[Saved data entries]
=== Begin Enclosure ===
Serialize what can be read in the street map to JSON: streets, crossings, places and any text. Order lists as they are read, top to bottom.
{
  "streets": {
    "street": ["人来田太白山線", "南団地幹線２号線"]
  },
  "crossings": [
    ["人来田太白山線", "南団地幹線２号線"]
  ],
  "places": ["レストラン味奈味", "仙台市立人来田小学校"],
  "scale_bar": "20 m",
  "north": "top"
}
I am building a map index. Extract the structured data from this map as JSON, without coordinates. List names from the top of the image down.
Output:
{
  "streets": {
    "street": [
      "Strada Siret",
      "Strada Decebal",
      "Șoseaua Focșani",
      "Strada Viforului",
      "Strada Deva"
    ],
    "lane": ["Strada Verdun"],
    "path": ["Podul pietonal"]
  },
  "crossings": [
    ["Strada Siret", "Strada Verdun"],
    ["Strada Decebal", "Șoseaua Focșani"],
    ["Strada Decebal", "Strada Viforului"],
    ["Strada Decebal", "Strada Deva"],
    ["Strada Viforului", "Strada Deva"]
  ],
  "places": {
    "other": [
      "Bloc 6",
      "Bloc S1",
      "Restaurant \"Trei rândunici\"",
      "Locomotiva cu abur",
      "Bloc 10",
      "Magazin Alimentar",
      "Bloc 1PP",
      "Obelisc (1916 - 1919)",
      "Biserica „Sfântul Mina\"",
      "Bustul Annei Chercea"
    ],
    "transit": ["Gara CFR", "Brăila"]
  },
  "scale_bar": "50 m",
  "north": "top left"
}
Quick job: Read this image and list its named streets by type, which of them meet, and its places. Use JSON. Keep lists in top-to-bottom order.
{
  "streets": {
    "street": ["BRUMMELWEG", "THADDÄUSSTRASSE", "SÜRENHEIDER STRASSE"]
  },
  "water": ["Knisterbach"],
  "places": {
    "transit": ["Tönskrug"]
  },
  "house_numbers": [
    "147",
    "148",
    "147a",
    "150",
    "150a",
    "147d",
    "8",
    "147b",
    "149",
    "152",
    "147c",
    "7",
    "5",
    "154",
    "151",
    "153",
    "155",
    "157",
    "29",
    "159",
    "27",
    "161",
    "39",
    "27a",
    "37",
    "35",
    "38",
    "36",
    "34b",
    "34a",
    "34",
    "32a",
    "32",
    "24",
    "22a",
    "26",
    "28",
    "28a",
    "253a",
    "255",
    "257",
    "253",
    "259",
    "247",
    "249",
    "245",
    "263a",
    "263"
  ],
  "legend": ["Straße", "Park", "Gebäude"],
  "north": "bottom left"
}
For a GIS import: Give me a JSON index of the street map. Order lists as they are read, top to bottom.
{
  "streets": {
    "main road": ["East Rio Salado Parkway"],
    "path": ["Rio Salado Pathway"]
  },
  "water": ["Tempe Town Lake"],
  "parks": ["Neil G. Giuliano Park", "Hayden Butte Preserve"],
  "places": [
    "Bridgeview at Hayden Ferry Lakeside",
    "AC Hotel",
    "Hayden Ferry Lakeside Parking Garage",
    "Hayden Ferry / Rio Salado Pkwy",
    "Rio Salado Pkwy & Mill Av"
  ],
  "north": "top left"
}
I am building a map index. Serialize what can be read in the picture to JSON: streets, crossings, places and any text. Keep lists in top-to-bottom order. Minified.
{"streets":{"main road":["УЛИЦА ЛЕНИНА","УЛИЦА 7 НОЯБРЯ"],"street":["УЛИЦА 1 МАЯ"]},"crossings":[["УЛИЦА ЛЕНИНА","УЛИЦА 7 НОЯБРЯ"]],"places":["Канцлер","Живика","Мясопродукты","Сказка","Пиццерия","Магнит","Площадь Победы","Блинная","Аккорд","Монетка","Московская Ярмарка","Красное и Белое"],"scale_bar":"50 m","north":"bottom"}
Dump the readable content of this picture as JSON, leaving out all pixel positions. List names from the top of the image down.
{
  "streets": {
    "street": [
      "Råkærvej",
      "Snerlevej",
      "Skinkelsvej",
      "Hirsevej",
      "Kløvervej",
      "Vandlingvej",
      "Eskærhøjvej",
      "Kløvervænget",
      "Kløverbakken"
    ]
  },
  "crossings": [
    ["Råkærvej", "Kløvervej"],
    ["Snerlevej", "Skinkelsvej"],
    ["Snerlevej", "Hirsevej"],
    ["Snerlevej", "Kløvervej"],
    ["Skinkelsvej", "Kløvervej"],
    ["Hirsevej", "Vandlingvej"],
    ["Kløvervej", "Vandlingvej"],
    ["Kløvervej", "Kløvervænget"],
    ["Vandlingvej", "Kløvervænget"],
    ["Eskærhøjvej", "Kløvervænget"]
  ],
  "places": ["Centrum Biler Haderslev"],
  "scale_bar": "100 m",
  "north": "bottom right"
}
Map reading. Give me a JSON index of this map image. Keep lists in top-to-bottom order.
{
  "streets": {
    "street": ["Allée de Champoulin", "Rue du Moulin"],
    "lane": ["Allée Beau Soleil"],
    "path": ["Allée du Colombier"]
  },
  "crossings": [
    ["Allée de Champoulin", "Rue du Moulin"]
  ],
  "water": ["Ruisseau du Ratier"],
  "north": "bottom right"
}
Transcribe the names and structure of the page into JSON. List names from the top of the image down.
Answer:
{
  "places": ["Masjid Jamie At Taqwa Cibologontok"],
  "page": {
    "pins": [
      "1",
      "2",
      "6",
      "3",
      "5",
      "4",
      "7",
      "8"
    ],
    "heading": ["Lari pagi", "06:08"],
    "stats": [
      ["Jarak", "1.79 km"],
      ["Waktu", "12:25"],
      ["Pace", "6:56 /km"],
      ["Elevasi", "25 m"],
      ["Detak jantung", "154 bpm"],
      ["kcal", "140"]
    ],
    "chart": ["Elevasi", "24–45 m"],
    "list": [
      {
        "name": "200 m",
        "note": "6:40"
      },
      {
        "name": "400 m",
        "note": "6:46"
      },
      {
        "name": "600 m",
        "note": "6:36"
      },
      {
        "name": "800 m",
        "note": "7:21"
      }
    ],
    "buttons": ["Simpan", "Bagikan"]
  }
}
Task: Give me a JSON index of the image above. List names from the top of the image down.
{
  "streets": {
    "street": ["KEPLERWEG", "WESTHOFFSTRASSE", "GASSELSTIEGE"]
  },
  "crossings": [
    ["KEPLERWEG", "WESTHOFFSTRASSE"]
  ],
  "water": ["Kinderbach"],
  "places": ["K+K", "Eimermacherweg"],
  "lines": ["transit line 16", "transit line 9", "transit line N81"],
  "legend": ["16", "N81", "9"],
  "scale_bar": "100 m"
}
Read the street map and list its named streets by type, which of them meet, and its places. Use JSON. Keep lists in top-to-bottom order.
=== End Enclosure ===
EXERCISE DESCRIPTION.
Restate each record word for word.

EXERCISE OUTPUT.
Serialize what can be read in the street map to JSON: streets, crossings, places and any text. Order lists as they are read, top to bottom.
{
  "streets": {
    "street": ["人来田太白山線", "南団地幹線２号線"]
  },
  "crossings": [
    ["人来田太白山線", "南団地幹線２号線"]
  ],
  "places": ["レストラン味奈味", "仙台市立人来田小学校"],
  "scale_bar": "20 m",
  "north": "top"
}
I am building a map index. Extract the structured data from this map as JSON, without coordinates. List names from the top of the image down.
Output:
{
  "streets": {
    "street": [
      "Strada Siret",
      "Strada Decebal",
      "Șoseaua Focșani",
      "Strada Viforului",
      "Strada Deva"
    ],
    "lane": ["Strada Verdun"],
    "path": ["Podul pietonal"]
  },
  "crossings": [
    ["Strada Siret", "Strada Verdun"],
    ["Strada Decebal", "Șoseaua Focșani"],
    ["Strada Decebal", "Strada Viforului"],
    ["Strada Decebal", "Strada Deva"],
    ["Strada Viforului", "Strada Deva"]
  ],
  "places": {
    "other": [
      "Bloc 6",
      "Bloc S1",
      "Restaurant \"Trei rândunici\"",
      "Locomotiva cu abur",
      "Bloc 10",
      "Magazin Alimentar",
      "Bloc 1PP",
      "Obelisc (1916 - 1919)",
      "Biserica „Sfântul Mina\"",
      "Bustul Annei Chercea"
    ],
    "transit": ["Gara CFR", "Brăila"]
  },
  "scale_bar": "50 m",
  "north": "top left"
}
Quick job: Read this image and list its named streets by type, which of them meet, and its places. Use JSON. Keep lists in top-to-bottom order.
{
  "streets": {
    "street": ["BRUMMELWEG", "THADDÄUSSTRASSE", "SÜRENHEIDER STRASSE"]
  },
  "water": ["Knisterbach"],
  "places": {
    "transit": ["Tönskrug"]
  },
  "house_numbers": [
    "147",
    "148",
    "147a",
    "150",
    "150a",
    "147d",
    "8",
    "147b",
    "149",
    "152",
    "147c",
    "7",
    "5",
    "154",
    "151",
    "153",
    "155",
    "157",
    "29",
    "159",
    "27",
    "161",
    "39",
    "27a",
    "37",
    "35",
    "38",
    "36",
    "34b",
    "34a",
    "34",
    "32a",
    "32",
    "24",
    "22a",
    "26",
    "28",
    "28a",
    "253a",
    "255",
    "257",
    "253",
    "259",
    "247",
    "249",
    "245",
    "263a",
    "263"
  ],
  "legend": ["Straße", "Park", "Gebäude"],
  "north": "bottom left"
}
For a GIS import: Give me a JSON index of the street map. Order lists as they are read, top to bottom.
{
  "streets": {
    "main road": ["East Rio Salado Parkway"],
    "path": ["Rio Salado Pathway"]
  },
  "water": ["Tempe Town Lake"],
  "parks": ["Neil G. Giuliano Park", "Hayden Butte Preserve"],
  "places": [
    "Bridgeview at Hayden Ferry Lakeside",
    "AC Hotel",
    "Hayden Ferry Lakeside Parking Garage",
    "Hayden Ferry / Rio Salado Pkwy",
    "Rio Salado Pkwy & Mill Av"
  ],
  "north": "top left"
}
I am building a map index. Serialize what can be read in the picture to JSON: streets, crossings, places and any text. Keep lists in top-to-bottom order. Minified.
{"streets":{"main road":["УЛИЦА ЛЕНИНА","УЛИЦА 7 НОЯБРЯ"],"street":["УЛИЦА 1 МАЯ"]},"crossings":[["УЛИЦА ЛЕНИНА","УЛИЦА 7 НОЯБРЯ"]],"places":["Канцлер","Живика","Мясопродукты","Сказка","Пиццерия","Магнит","Площадь Победы","Блинная","Аккорд","Монетка","Московская Ярмарка","Красное и Белое"],"scale_bar":"50 m","north":"bottom"}
Dump the readable content of this picture as JSON, leaving out all pixel positions. List names from the top of the image down.
{
  "streets": {
    "street": [
      "Råkærvej",
      "Snerlevej",
      "Skinkelsvej",
      "Hirsevej",
      "Kløvervej",
      "Vandlingvej",
      "Eskærhøjvej",
      "Kløvervænget",
      "Kløverbakken"
    ]
  },
  "crossings": [
    ["Råkærvej", "Kløvervej"],
    ["Snerlevej", "Skinkelsvej"],
    ["Snerlevej", "Hirsevej"],
    ["Snerlevej", "Kløvervej"],
    ["Skinkelsvej", "Kløvervej"],
    ["Hirsevej", "Vandlingvej"],
    ["Kløvervej", "Vandlingvej"],
    ["Kløvervej", "Kløvervænget"],
    ["Vandlingvej", "Kløvervænget"],
    ["Eskærhøjvej", "Kløvervænget"]
  ],
  "places": ["Centrum Biler Haderslev"],
  "scale_bar": "100 m",
  "north": "bottom right"
}
Map reading. Give me a JSON index of this map image. Keep lists in top-to-bottom order.
{
  "streets": {
    "street": ["Allée de Champoulin", "Rue du Moulin"],
    "lane": ["Allée Beau Soleil"],
    "path": ["Allée du Colombier"]
  },
  "crossings": [
    ["Allée de Champoulin", "Rue du Moulin"]
  ],
  "water": ["Ruisseau du Ratier"],
  "north": "bottom right"
}
Transcribe the names and structure of the page into JSON. List names from the top of the image down.
Answer:
{
  "places": ["Masjid Jamie At Taqwa Cibologontok"],
  "page": {
    "pins": [
      "1",
      "2",
      "6",
      "3",
      "5",
      "4",
      "7",
      "8"
    ],
    "heading": ["Lari pagi", "06:08"],
    "stats": [
      ["Jarak", "1.79 km"],
      ["Waktu", "12:25"],
      ["Pace", "6:56 /km"],
      ["Elevasi", "25 m"],
      ["Detak jantung", "154 bpm"],
      ["kcal", "140"]
    ],
    "chart": ["Elevasi", "24–45 m"],
    "list": [
      {
        "name": "200 m",
        "note": "6:40"
      },
      {
        "name": "400 m",
        "note": "6:46"
      },
      {
        "name": "600 m",
        "note": "6:36"
      },
      {
        "name": "800 m",
        "note": "7:21"
      }
    ],
    "buttons": ["Simpan", "Bagikan"]
  }
}
Task: Give me a JSON index of the image above. List names from the top of the image down.
{
  "streets": {
    "street": ["KEPLERWEG", "WESTHOFFSTRASSE", "GASSELSTIEGE"]
  },
  "crossings": [
    ["KEPLERWEG", "WESTHOFFSTRASSE"]
  ],
  "water": ["Kinderbach"],
  "places": ["K+K", "Eimermacherweg"],
  "lines": ["transit line 16", "transit line 9", "transit line N81"],
  "legend": ["16", "N81", "9"],
  "scale_bar": "100 m"
}
Read the street map and list its named streets by type, which of them meet, and its places. Use JSON. Keep lists in top-to-bottom order.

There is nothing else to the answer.